What is needed: Quote the records beneath, complete and exact. Leave out images.
======== Given entries ========
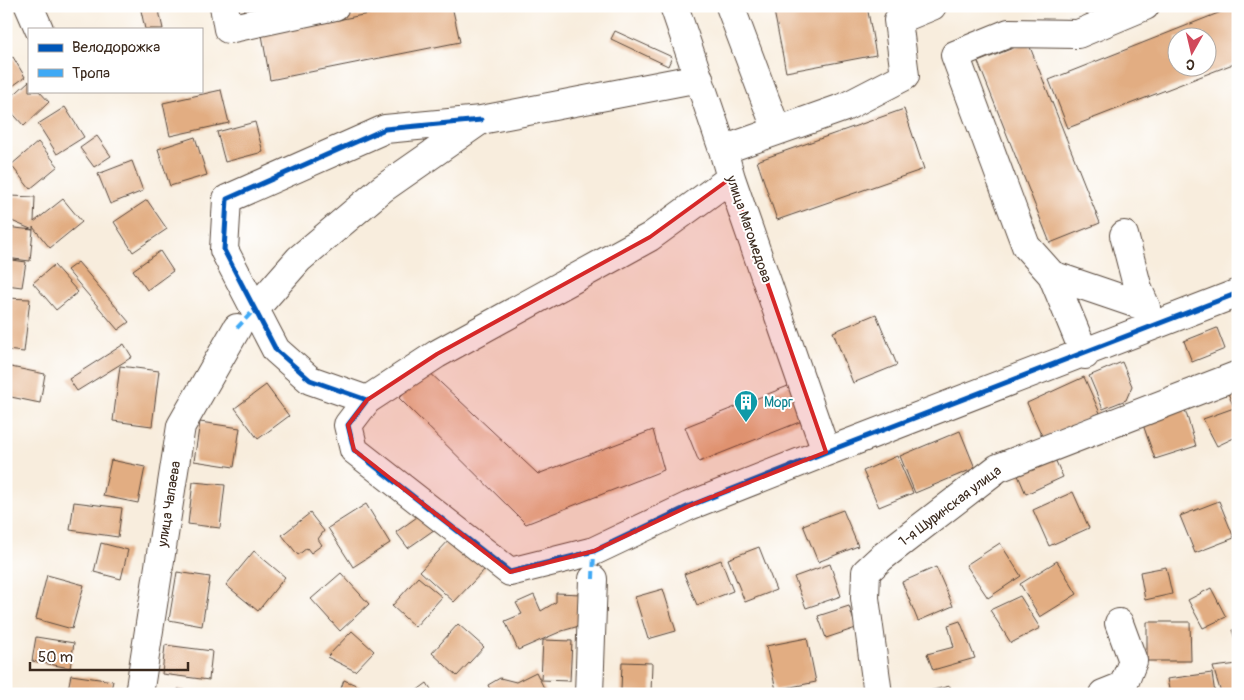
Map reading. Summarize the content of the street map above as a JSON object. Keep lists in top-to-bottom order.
{
  "streets": {
    "street": ["улица Магомедова", "улица Чапаева", "1-я Шуринская улица"]
  },
  "places": {
    "building": ["Морг"]
  },
  "legend": ["Велодорожка", "Тропа"],
  "scale_bar": "50 m",
  "north": "bottom"
}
========
Result:
Map reading. Summarize the content of the street map above as a JSON object. Keep lists in top-to-bottom order.
{
  "streets": {
    "street": ["улица Магомедова", "улица Чапаева", "1-я Шуринская улица"]
  },
  "places": {
    "building": ["Морг"]
  },
  "legend": ["Велодорожка", "Тропа"],
  "scale_bar": "50 m",
  "north": "bottom"
}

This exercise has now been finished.